Watchable? Absolutely. As directed by Michael Apted, who is much better represented by the current "Enigma," "Enough" zips along trying its darndest to distract you from continuity and credibility canyons.
Nothing is more mysterious than the screenplay being credited to Nicholas Kazan, whose character-driven scripts include "Frances" and "Reversal of Fortune."
Surely, Kazan could do a genre thriller without asking us to be as dim-witted as Slim.
In an exceptionally economic opening sequence, diner waitress Slim (a part originally earmarked for Sandra Bullock) meets and marries developer Mitch (Billy Campbell), who assures her, "You're safe with me, Slim."
Just as quickly, they have a daughter Grace (Tessa Allen), who suddenly is about 5 and not particularly interesting because she's adorable and flawless.
Just be thankful you were spared the gooey romance "Enough" wouldn't have done well anyway. We get the message: six years of uninterrupted bliss.
That's when Slim accidentally intercepts a phone call from some hussy. Meaning Mitch is an adulterer, although that's a word that has fallen into disuse.
And so the clobbering begins. After six clueless, idyllic years? There's no middle ground?
He flaunts his intent to cheat: "I make the money here so I set the rules."
"I love you," she fires back, "but I am not a doormat."
"I refuse to live without you," he says, although what arrangement he thinks she'll agree to in 2002 isn't clear considering Slim's JLo-style assertiveness.
At this point, the film starts breaking faith with the audience with a regularity that is criminal.
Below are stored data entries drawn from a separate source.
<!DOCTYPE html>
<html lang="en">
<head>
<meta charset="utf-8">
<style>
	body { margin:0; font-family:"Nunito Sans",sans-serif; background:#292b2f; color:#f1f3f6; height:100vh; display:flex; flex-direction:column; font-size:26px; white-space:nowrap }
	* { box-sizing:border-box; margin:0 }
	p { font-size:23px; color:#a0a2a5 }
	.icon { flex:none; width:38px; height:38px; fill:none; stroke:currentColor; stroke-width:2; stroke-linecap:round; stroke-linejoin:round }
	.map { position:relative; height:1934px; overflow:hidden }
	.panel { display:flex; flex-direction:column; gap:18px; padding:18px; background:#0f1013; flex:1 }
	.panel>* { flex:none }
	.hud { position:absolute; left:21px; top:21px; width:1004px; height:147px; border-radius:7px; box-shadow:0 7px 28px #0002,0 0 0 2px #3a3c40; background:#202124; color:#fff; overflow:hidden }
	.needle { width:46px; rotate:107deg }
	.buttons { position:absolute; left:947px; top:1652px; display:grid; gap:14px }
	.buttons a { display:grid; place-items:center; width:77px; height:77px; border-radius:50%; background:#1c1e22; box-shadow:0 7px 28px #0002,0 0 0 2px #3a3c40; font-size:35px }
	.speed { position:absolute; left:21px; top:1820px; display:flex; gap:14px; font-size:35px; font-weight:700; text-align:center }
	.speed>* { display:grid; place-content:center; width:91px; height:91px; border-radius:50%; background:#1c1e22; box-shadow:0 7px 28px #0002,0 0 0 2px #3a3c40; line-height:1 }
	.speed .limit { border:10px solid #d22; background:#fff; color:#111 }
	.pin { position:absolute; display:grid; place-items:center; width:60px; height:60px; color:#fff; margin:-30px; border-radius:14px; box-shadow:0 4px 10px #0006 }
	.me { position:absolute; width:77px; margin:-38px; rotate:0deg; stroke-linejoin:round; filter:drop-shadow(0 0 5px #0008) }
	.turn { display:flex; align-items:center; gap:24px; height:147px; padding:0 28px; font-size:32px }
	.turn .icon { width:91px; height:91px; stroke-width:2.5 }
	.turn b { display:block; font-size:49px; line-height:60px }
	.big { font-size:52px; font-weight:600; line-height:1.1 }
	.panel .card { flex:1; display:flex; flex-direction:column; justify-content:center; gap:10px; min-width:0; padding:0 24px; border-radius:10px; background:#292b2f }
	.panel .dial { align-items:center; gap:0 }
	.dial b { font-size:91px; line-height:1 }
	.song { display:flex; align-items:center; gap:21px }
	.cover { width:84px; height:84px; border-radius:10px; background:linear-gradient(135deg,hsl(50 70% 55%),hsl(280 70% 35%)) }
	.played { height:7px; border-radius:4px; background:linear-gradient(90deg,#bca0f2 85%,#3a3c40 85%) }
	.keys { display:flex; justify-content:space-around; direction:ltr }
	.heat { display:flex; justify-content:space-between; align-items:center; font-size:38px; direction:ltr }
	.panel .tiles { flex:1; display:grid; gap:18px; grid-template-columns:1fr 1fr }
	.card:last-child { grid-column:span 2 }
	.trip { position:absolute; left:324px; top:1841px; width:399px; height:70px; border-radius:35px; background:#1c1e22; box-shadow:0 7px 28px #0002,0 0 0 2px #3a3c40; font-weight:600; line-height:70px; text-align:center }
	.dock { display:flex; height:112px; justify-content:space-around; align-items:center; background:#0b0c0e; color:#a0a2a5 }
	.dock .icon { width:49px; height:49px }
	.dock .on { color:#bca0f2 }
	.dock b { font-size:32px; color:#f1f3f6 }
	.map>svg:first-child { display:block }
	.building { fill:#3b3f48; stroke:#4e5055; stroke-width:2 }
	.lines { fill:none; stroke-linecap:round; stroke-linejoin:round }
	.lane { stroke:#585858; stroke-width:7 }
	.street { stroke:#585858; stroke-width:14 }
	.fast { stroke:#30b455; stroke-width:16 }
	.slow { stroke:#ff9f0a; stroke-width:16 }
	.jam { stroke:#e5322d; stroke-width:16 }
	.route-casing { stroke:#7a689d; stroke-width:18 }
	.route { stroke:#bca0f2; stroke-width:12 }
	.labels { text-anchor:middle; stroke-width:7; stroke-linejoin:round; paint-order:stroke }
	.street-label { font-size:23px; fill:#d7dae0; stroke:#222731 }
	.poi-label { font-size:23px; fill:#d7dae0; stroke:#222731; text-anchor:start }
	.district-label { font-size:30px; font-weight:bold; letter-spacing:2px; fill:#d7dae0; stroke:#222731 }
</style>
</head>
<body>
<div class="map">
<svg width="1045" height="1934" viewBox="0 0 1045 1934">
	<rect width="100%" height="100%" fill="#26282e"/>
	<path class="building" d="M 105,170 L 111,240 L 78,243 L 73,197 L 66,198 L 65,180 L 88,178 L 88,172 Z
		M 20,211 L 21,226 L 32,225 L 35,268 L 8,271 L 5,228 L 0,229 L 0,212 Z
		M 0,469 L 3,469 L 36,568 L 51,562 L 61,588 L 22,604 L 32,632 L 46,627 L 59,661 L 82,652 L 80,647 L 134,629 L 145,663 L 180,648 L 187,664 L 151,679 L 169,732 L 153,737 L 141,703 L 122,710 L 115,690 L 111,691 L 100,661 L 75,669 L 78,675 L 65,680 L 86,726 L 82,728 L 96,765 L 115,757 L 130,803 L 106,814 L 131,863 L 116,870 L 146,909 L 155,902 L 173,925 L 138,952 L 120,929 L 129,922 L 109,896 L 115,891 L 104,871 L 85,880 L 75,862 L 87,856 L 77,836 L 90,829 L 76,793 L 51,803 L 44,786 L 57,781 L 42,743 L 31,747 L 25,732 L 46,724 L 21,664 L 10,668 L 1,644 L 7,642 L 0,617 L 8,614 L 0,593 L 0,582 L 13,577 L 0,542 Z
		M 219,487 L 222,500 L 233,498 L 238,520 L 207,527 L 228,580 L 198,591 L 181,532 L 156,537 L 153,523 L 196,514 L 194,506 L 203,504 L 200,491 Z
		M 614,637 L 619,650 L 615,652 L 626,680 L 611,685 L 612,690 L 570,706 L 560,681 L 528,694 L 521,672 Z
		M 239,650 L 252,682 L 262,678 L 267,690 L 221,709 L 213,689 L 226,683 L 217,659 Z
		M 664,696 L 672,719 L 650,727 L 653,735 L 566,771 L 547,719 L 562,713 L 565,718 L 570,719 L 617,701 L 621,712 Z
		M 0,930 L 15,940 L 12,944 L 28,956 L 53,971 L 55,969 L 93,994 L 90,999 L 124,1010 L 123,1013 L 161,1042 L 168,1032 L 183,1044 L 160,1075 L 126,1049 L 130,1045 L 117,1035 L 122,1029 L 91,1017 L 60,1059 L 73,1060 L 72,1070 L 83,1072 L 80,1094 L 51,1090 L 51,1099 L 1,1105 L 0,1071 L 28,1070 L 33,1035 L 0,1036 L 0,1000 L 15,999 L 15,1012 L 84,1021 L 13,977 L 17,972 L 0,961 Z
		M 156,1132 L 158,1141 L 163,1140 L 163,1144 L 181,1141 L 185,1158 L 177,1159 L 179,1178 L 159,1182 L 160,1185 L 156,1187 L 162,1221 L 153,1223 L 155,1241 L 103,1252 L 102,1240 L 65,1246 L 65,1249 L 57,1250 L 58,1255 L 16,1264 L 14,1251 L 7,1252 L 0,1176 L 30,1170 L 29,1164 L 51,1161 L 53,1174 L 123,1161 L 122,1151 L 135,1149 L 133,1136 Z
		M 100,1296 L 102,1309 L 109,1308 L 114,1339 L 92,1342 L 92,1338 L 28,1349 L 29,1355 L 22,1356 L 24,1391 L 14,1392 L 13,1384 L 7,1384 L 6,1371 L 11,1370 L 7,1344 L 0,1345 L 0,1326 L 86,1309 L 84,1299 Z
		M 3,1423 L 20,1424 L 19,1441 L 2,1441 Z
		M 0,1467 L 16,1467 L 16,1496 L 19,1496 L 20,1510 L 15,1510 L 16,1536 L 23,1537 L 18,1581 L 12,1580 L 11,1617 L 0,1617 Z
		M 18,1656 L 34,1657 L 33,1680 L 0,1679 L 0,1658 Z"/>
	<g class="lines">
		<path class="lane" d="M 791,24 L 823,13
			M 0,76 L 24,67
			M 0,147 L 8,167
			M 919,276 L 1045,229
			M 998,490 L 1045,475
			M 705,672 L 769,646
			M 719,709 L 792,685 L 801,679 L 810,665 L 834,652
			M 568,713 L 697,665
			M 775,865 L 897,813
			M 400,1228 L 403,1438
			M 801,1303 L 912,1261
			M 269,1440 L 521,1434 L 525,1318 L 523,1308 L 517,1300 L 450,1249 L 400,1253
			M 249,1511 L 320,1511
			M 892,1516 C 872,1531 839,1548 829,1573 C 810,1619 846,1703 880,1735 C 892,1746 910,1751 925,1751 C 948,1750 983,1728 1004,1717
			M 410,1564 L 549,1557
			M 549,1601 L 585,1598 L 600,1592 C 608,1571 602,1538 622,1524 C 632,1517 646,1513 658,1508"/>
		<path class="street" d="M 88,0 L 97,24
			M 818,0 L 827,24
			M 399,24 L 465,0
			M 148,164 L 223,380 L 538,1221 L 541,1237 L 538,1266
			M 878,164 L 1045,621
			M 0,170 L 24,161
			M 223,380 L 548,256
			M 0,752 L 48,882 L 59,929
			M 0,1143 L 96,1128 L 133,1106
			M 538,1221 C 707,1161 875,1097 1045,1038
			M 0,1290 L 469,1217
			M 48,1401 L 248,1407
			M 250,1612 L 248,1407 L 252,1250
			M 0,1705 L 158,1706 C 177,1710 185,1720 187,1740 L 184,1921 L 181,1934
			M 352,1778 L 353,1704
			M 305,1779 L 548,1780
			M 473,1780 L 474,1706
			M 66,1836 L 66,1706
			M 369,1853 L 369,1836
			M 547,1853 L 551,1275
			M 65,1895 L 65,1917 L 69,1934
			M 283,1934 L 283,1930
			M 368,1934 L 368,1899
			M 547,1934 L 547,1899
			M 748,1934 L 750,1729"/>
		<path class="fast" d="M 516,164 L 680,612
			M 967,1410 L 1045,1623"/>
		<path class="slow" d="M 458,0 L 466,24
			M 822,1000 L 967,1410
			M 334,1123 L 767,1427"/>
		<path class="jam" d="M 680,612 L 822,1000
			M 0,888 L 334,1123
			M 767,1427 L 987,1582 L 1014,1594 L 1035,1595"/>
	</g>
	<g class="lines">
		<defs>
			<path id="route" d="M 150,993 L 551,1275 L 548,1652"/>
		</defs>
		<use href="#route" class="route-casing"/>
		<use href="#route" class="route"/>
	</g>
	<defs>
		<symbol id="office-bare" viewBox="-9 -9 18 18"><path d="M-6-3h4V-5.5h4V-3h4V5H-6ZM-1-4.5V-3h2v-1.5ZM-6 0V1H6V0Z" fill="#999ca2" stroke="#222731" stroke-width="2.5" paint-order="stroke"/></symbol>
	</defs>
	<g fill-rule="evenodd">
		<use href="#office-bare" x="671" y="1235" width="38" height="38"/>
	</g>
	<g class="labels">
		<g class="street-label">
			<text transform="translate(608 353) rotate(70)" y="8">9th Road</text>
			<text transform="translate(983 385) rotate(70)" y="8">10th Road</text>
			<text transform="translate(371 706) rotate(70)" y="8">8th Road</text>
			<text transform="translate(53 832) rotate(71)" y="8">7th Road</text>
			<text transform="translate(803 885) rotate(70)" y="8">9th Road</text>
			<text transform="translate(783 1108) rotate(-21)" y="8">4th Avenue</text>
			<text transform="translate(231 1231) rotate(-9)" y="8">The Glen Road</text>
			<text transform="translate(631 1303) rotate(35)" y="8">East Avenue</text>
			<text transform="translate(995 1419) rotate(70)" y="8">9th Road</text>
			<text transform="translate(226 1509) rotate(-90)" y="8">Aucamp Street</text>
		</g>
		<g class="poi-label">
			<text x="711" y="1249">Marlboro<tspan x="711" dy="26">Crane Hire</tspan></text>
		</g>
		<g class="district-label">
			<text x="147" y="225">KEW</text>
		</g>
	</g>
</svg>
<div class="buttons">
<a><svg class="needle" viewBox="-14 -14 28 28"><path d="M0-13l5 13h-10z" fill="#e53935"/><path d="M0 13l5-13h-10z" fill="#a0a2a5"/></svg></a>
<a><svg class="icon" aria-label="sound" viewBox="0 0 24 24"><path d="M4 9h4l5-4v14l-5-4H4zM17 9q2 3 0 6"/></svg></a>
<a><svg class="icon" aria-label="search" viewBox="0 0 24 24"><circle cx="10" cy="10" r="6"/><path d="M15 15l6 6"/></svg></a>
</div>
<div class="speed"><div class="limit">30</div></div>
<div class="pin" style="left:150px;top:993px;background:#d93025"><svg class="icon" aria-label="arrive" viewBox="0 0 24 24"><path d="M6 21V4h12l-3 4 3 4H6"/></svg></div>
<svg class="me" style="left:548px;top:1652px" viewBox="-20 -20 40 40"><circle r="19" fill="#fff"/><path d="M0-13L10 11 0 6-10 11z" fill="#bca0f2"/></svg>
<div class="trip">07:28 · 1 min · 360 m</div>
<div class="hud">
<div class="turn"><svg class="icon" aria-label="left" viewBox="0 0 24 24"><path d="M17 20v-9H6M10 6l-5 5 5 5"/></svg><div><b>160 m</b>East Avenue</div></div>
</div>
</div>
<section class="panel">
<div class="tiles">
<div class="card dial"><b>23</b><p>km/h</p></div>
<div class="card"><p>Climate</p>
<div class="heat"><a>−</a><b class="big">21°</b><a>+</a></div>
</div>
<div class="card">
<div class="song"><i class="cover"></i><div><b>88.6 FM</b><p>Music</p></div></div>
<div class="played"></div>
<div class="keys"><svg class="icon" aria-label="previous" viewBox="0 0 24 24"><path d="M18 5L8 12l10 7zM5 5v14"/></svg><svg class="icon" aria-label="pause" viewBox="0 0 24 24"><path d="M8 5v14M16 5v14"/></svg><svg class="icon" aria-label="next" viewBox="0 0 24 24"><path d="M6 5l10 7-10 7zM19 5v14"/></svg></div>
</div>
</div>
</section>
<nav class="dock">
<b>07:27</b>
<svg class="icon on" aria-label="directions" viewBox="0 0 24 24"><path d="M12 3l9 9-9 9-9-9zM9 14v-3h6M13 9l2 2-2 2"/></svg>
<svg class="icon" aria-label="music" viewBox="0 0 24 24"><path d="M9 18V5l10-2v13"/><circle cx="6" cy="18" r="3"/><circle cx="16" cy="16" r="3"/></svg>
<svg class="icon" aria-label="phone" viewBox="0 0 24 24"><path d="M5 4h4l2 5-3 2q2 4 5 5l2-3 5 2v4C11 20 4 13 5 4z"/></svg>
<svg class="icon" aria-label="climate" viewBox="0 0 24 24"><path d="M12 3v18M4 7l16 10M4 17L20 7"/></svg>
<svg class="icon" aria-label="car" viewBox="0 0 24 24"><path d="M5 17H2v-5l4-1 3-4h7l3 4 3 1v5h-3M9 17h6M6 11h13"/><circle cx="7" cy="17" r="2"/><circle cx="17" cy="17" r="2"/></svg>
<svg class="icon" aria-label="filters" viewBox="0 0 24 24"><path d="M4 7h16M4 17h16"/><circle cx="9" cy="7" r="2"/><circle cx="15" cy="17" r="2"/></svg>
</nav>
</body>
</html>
The battered Slim won't go to an emergency room, much less to the police, because … Gracie needs a safe place to sleep?
Eventually, Slim scoops up Gracie and goes into her own version of the witness protection program, with Mitch and his goons seeming to be omniscient.
Some plot points are plausible: Mitch has cut off the credit cards; he can use phone records to figure out where she might be heading.
I'll even give "Enough" this: It's a dangerous everyday reality that people hound each other and often irrationally pursue child custody, not because they want the obligations or know how to improve damaged relationships but out of a blind quest for self-validation.
So Mitch wants Slim because it's unacceptable to him that anyone could know him and sleep with him and want nothing more to do with him.
But the developments depicted in "Enough" are too incredible too often.
Not the least of its incongruities is the characterization of Slim's biological father, Jupiter, and not because of Fred Ward's performance.
A few other familiar performers turn up, including Dan Futterman as Slim's former boyfriend Joe, Noah Wylie as a diner patron on the make and Juliette Lewis as Slim's waitress pal Ginny.
None could have believed such hokum would be more than finger food.
| Enough |
Director: Michael Apted.
Stars: Jennifer Lopez, Billy Campbell, Juliette Lewis.
MPAA Rating: PG-13, for intense scenes of domestic violence, some sensuality and language.